La Falcon 9 de Space X délivrait une nouvelle cargaison de satellites destinés à rejoindre la mégaconstellation Starlink. Pour les ingénieurs de la Starbase, il s’agissait d’une mission de routine, la sixième du mois. Le fait qu’un des dix appareils de deux tonnes ne parvint pas à déployer entièrement ses panneaux solaires appartenait au domaine des incidents rares, mais anticipés. Le satellite serait simplement rapatrié vers l’atmosphère à l’aide du système de propulsion embarqué, pour y subir une destruction progressive. Au bout de quelques minutes de descente, les instruments de l’appareil signalèrent un risque de collision. Un ensemble de petits débris cartographiés depuis des années s’approchait dangereusement du satellite, qui ajusta sa trajectoire automatiquement. Seulement, le non-déploiement du panneau solaire avait détérioré les capacités de manœuvres. Un débris de trente centimètres de long doté d’une masse de deux kilogrammes percuta le cœur de la structure à 21 000 km/h. L’impact produisit un nuage de débris en direction d’un groupement de 250 satellites Starlink, qui ne parvinrent pas tous à rectifier leur trajectoire à temps pour éviter l’effet domino. En quelques heures, la réaction en chaine détruisit l’ensemble des 30 000 appareils de la constellation et des quelques milliers de satellites concurrents. Dans l’ISS, les astronautes ne purent que constater, impuissants, l’orbite terrestre devenir virtuellement impénétrable, réduisant leurs chances de retour sur Terre à néant.

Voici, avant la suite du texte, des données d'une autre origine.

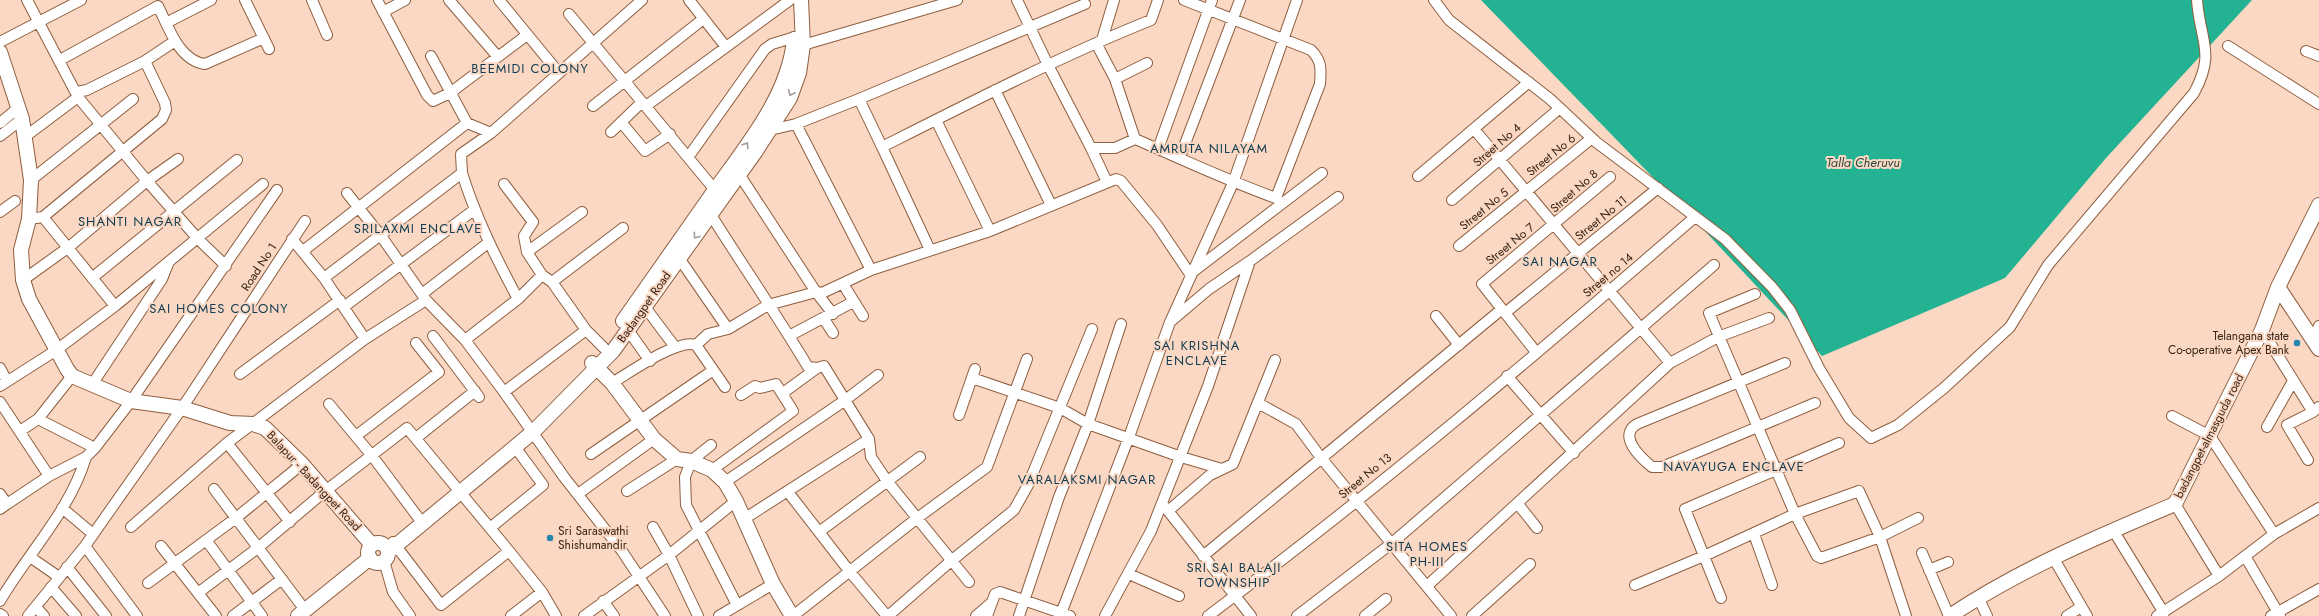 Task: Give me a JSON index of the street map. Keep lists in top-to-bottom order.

Ce scénario correspond au syndrome de Kessler, un effet décrit par la NASA dès 1978 pour caractériser le risque inhérent à la saturation de l’espace orbital. Selon cette analyse, une collision entre deux satellites pourrait entrainer une réaction en chaine, similaire à celle au cœur du film de science-fiction “Gravity”. Elle déboucherait sur un vaste nuage de débris susceptible de fermer l’espace orbital aux activités humaines pour plusieurs générations.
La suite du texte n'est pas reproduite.